Thich Minh Thien,
Abbot of Budding Dharma. Arlington, Texas
WHAT LIES BENEATH
We are in another month of life restrictions as a result of COVID-19. For me, this began March 13, 2020 and that makes 8 months of living very differently. I, like many have gotten acclimated to always wearing a mask when outside, social distancing, avoiding crowds and washing my hands with soap and water. The purpose of doing so is to protect oneself from contracting this virus. For many, an equal motivation is about the protection masks provide each other.
As we have seen in both written and visual news, these reasons are not always connected however, especially when it comes to wearing masks properly, or even wearing masks at all. Somehow, the misguided concept of personal freedoms has crept into the dialogue and people are claiming it is their right to refuse wearing of a mask. That clearly ignores the second motivation for wearing a mask; namely to protect each other. Some even go so far as to deny the very existence of this virulent virus.
I was recently made aware of a letter sent by a hospital nurse. Doctors and nurses commit themselves to provide the best care possible for patients, no matter their race, gender, age, sexual orientation, social status, political affiliation or spiritual practice. This nurse indicated in the letter, that they were suffering conflicting feelings. They wrote; “…while I provide the best care I can to all my patients, I carry this anger and resentment towards some of them who publicly deny that there is a pandemic going on, refuse to wear a mask and sometimes encourage others not to follow guidelines universally subscribed to by epidemiologists. I risk my life and my family’s health to care for patients with infectious diseases. I feel a resentment towards people who end up in intensive care because of crazy unfounded beliefs regarding COVID-19.” Working as a chaplain in a large hospital, I understand this struggle and I get some sense of this frustration from the healthcare professionals I am interacting with as well.
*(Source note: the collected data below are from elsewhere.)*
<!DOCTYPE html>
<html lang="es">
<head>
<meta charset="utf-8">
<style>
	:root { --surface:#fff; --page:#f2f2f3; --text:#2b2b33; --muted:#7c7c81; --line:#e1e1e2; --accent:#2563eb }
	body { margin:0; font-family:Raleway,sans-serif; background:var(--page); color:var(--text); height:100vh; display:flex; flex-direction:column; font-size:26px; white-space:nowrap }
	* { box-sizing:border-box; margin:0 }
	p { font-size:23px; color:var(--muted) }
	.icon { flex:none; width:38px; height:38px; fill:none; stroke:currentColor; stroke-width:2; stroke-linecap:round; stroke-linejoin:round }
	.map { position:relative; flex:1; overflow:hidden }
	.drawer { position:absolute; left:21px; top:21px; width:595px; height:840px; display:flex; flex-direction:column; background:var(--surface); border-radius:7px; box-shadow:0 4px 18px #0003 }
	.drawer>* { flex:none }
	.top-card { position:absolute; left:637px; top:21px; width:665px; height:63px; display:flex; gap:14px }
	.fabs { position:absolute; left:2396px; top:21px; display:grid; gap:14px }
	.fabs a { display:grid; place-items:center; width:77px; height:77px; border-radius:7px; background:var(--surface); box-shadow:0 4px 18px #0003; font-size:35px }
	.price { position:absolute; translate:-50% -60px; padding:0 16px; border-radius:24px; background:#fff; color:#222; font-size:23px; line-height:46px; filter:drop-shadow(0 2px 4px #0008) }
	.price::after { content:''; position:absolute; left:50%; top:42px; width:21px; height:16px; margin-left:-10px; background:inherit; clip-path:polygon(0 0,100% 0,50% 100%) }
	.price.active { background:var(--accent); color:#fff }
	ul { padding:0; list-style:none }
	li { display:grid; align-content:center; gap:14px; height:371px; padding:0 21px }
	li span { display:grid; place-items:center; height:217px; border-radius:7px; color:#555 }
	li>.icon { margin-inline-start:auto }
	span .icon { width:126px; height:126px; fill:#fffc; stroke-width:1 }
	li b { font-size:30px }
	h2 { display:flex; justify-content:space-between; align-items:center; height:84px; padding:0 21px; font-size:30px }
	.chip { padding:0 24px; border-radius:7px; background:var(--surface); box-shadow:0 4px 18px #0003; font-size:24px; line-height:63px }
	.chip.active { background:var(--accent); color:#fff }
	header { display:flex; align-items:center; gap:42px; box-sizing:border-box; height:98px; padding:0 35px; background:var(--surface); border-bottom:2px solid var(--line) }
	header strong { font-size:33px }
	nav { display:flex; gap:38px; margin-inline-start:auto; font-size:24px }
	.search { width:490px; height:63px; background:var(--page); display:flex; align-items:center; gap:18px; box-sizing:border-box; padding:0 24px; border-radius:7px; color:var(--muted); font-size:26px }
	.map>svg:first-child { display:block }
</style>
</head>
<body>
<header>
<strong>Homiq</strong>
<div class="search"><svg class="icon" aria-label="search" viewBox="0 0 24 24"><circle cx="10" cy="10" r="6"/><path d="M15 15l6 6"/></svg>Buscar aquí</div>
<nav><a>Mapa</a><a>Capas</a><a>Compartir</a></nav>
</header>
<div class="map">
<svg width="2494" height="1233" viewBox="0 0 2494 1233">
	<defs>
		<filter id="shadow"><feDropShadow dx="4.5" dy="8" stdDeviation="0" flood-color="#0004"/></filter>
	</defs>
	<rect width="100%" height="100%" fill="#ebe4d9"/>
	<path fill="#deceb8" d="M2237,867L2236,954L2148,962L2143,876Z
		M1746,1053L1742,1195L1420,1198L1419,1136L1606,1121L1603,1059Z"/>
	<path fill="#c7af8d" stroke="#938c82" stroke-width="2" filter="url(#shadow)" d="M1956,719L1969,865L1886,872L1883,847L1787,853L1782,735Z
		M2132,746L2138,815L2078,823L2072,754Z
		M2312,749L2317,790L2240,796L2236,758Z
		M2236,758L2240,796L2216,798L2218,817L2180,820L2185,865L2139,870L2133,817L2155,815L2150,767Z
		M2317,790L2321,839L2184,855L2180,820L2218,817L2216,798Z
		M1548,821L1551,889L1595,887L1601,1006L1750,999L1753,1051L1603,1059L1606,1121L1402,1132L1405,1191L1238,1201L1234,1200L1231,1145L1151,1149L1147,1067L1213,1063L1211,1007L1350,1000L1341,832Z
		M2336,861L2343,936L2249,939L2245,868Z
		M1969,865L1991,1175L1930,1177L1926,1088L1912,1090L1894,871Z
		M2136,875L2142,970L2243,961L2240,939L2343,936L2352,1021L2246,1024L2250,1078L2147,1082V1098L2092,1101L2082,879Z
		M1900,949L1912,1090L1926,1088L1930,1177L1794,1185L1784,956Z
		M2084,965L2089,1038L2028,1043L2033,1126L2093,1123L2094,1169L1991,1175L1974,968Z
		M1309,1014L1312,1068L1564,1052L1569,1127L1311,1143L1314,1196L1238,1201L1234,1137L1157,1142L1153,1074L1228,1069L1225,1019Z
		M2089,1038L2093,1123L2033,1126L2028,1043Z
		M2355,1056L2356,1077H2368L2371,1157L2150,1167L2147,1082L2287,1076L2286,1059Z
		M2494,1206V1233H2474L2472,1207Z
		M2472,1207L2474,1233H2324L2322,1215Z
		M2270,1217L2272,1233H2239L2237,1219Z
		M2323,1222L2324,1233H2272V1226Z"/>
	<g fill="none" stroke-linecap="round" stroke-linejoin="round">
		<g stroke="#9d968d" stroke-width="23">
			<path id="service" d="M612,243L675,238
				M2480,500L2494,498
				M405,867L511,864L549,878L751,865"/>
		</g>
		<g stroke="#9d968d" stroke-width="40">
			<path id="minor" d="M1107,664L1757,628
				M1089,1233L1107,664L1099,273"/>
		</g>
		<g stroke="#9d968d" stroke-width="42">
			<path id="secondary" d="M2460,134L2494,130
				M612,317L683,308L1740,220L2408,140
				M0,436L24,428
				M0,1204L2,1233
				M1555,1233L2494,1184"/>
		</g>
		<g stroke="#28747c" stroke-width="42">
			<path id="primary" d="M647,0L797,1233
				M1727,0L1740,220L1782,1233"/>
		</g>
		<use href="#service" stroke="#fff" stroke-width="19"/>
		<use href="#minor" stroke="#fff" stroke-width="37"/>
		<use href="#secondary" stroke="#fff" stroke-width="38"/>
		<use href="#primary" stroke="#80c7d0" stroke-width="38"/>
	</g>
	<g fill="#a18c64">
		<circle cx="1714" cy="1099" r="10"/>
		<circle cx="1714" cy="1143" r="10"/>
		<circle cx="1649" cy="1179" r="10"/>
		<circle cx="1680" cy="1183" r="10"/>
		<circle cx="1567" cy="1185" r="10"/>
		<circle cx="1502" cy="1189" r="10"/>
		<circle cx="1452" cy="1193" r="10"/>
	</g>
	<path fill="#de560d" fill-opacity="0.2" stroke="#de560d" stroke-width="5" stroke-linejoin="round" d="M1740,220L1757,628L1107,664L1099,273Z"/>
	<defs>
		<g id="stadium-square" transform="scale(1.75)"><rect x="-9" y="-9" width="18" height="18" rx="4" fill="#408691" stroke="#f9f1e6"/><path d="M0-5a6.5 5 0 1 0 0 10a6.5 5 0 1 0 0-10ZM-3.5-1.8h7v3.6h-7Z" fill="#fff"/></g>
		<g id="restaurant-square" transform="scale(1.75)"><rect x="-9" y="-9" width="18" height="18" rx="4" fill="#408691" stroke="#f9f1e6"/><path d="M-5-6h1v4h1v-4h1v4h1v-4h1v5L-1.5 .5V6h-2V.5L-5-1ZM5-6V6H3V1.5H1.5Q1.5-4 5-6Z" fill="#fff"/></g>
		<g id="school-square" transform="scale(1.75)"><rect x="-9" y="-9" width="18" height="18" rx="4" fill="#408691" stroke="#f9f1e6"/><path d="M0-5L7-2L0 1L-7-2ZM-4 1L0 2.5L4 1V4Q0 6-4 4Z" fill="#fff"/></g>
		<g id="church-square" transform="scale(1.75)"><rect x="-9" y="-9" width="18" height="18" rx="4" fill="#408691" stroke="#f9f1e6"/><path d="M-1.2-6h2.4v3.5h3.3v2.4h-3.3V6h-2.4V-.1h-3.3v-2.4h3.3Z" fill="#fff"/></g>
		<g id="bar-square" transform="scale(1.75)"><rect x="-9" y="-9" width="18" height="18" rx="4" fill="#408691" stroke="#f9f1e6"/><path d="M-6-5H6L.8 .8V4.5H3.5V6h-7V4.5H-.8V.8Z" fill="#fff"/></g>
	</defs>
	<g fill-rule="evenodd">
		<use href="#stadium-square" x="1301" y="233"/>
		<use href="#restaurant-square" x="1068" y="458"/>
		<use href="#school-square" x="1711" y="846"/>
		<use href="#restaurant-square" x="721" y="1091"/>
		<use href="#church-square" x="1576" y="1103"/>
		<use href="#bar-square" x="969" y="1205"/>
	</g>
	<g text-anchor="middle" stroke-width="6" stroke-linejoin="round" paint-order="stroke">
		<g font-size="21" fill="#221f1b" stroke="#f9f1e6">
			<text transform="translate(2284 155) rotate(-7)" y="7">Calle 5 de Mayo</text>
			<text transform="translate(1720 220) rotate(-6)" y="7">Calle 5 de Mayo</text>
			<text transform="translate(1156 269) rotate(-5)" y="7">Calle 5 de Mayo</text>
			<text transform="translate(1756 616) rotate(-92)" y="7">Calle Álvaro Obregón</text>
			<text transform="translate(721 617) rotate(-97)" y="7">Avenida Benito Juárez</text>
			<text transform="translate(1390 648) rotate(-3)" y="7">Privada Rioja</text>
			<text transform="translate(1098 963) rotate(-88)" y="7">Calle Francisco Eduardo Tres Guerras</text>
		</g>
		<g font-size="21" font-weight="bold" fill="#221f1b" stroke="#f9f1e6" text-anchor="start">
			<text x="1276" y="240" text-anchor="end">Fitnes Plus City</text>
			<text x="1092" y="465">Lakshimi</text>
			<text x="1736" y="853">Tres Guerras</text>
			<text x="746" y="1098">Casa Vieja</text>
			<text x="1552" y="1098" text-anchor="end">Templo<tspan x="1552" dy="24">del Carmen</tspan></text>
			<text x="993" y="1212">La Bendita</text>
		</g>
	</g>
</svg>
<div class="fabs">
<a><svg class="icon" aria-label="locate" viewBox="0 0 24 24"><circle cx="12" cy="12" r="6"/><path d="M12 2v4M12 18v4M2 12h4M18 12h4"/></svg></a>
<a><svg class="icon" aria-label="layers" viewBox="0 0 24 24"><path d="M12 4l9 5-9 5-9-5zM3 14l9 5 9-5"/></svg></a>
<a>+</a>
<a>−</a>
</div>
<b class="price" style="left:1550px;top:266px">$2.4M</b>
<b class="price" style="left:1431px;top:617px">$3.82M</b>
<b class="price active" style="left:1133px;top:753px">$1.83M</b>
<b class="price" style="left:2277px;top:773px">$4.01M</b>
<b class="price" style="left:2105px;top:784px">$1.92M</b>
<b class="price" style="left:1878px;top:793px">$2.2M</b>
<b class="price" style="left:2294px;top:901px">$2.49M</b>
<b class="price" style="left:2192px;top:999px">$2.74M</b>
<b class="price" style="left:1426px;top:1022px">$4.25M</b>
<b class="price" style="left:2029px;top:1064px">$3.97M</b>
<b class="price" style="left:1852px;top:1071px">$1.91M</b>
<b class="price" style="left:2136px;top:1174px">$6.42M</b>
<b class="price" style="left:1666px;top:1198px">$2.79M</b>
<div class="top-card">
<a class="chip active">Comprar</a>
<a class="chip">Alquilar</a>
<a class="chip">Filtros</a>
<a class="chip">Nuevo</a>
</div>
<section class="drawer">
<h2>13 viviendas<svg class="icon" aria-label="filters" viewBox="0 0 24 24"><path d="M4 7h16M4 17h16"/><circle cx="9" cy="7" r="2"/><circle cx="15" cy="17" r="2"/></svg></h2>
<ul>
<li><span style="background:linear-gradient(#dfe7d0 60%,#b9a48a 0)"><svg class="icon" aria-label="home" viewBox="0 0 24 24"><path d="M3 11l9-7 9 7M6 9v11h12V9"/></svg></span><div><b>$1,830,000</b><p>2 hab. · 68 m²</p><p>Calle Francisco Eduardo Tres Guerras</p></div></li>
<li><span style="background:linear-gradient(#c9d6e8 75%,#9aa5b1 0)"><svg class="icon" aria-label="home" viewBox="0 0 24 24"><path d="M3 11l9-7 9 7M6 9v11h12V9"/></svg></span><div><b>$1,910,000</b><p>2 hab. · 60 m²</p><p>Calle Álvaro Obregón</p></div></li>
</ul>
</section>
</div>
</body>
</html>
As I reflect on this, I see many instances of this incongruity in my own actions. When we do our Metta practice and send loving kindness to people in our lives who make it difficult to love them, I sometimes do feel conflicted. Outwardly, I would not do things that would cause them harm or cause them personal pain, but inwardly that is not always the sentiment. That is a result of the personal pain I have shared with them. When I have these feelings, I often think of the Mantra of Forgiveness. I think the very first paragraph of this mantra explains the reasons that we may outwardly demonstrate Metta and yet hold very different feelings in our thoughts. The Mantra begins:
“You have caused me pain; I have not forgiven you.
You have caused me pain; I have not forgiven you.
You acted out of your own pain; I responded with my pain
Suffering comes from desire and ignorance.
May all beings find peace.”
The entire Mantra gives a clear connection to a path of understanding and loving kindness that can be the salve when our most personal unspoken feelings that lie beneath our outward motivations and actions seem contradictory. Forgiveness and compassion both inwardly and outwardly will reduce our suffering. Or as my Teacher says, Love More.
There is a story, many times attributed to Native American culture that speaks to this. Once a wise grandfather was having dialogue with his young grandson about life. The grandfather explained that each individual is born with two wolves inside them that are in a constant battle. The black wolf represents our darker thoughts and actions while the white wolf reflects the kinder and more loving self. The grandson asked the grandfather which wolf wins the battle? The grandfather responded that "the winner is the one we feed".